Dataset excerpts
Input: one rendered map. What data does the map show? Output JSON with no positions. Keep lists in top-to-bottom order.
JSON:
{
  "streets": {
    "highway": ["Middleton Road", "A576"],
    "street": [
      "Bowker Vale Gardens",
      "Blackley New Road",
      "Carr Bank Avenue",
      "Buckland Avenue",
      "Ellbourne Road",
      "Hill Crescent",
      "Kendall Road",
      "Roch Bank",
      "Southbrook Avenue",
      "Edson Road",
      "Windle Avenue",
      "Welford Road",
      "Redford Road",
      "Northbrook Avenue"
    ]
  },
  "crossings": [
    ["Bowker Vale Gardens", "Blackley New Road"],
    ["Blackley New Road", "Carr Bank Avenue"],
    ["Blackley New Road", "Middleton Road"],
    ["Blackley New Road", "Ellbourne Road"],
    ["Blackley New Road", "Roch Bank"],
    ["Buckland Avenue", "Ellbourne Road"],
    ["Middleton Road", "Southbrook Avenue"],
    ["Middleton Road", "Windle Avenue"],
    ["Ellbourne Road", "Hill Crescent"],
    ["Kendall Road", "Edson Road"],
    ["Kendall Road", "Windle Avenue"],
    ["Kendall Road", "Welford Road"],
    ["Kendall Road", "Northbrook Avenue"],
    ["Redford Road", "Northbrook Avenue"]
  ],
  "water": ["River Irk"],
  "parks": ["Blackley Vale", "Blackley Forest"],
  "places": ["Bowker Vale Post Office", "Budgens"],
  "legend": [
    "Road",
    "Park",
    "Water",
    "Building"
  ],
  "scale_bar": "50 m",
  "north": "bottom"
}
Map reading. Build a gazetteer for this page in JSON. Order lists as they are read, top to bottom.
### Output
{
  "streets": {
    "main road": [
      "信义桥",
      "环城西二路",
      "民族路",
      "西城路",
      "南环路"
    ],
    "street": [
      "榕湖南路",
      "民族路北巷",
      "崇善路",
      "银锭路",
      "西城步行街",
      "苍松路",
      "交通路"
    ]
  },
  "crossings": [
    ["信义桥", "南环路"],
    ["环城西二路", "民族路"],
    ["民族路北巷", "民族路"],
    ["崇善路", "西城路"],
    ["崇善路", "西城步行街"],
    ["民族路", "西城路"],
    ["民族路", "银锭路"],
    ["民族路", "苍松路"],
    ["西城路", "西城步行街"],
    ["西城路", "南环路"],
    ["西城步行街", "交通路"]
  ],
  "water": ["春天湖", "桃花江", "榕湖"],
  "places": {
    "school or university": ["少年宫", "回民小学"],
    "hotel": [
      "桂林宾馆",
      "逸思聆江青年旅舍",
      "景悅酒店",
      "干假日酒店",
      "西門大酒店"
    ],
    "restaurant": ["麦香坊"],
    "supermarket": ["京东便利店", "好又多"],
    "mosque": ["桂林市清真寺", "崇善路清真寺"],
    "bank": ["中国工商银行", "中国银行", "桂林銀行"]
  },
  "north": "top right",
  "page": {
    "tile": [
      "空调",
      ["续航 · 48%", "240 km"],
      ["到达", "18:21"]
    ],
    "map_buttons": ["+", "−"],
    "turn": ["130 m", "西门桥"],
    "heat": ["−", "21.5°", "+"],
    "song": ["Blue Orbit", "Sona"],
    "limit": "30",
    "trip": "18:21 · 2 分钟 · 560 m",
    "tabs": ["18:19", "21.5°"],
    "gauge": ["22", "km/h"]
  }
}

The task: Top to bottom, set down the entries above word for word.

Solution for this task:
Input: one rendered map. What data does the map show? Output JSON with no positions. Keep lists in top-to-bottom order.
JSON:
{
  "streets": {
    "highway": ["Middleton Road", "A576"],
    "street": [
      "Bowker Vale Gardens",
      "Blackley New Road",
      "Carr Bank Avenue",
      "Buckland Avenue",
      "Ellbourne Road",
      "Hill Crescent",
      "Kendall Road",
      "Roch Bank",
      "Southbrook Avenue",
      "Edson Road",
      "Windle Avenue",
      "Welford Road",
      "Redford Road",
      "Northbrook Avenue"
    ]
  },
  "crossings": [
    ["Bowker Vale Gardens", "Blackley New Road"],
    ["Blackley New Road", "Carr Bank Avenue"],
    ["Blackley New Road", "Middleton Road"],
    ["Blackley New Road", "Ellbourne Road"],
    ["Blackley New Road", "Roch Bank"],
    ["Buckland Avenue", "Ellbourne Road"],
    ["Middleton Road", "Southbrook Avenue"],
    ["Middleton Road", "Windle Avenue"],
    ["Ellbourne Road", "Hill Crescent"],
    ["Kendall Road", "Edson Road"],
    ["Kendall Road", "Windle Avenue"],
    ["Kendall Road", "Welford Road"],
    ["Kendall Road", "Northbrook Avenue"],
    ["Redford Road", "Northbrook Avenue"]
  ],
  "water": ["River Irk"],
  "parks": ["Blackley Vale", "Blackley Forest"],
  "places": ["Bowker Vale Post Office", "Budgens"],
  "legend": [
    "Road",
    "Park",
    "Water",
    "Building"
  ],
  "scale_bar": "50 m",
  "north": "bottom"
}
Map reading. Build a gazetteer for this page in JSON. Order lists as they are read, top to bottom.
### Output
{
  "streets": {
    "main road": [
      "信义桥",
      "环城西二路",
      "民族路",
      "西城路",
      "南环路"
    ],
    "street": [
      "榕湖南路",
      "民族路北巷",
      "崇善路",
      "银锭路",
      "西城步行街",
      "苍松路",
      "交通路"
    ]
  },
  "crossings": [
    ["信义桥", "南环路"],
    ["环城西二路", "民族路"],
    ["民族路北巷", "民族路"],
    ["崇善路", "西城路"],
    ["崇善路", "西城步行街"],
    ["民族路", "西城路"],
    ["民族路", "银锭路"],
    ["民族路", "苍松路"],
    ["西城路", "西城步行街"],
    ["西城路", "南环路"],
    ["西城步行街", "交通路"]
  ],
  "water": ["春天湖", "桃花江", "榕湖"],
  "places": {
    "school or university": ["少年宫", "回民小学"],
    "hotel": [
      "桂林宾馆",
      "逸思聆江青年旅舍",
      "景悅酒店",
      "干假日酒店",
      "西門大酒店"
    ],
    "restaurant": ["麦香坊"],
    "supermarket": ["京东便利店", "好又多"],
    "mosque": ["桂林市清真寺", "崇善路清真寺"],
    "bank": ["中国工商银行", "中国银行", "桂林銀行"]
  },
  "north": "top right",
  "page": {
    "tile": [
      "空调",
      ["续航 · 48%", "240 km"],
      ["到达", "18:21"]
    ],
    "map_buttons": ["+", "−"],
    "turn": ["130 m", "西门桥"],
    "heat": ["−", "21.5°", "+"],
    "song": ["Blue Orbit", "Sona"],
    "limit": "30",
    "trip": "18:21 · 2 分钟 · 560 m",
    "tabs": ["18:19", "21.5°"],
    "gauge": ["22", "km/h"]
  }
}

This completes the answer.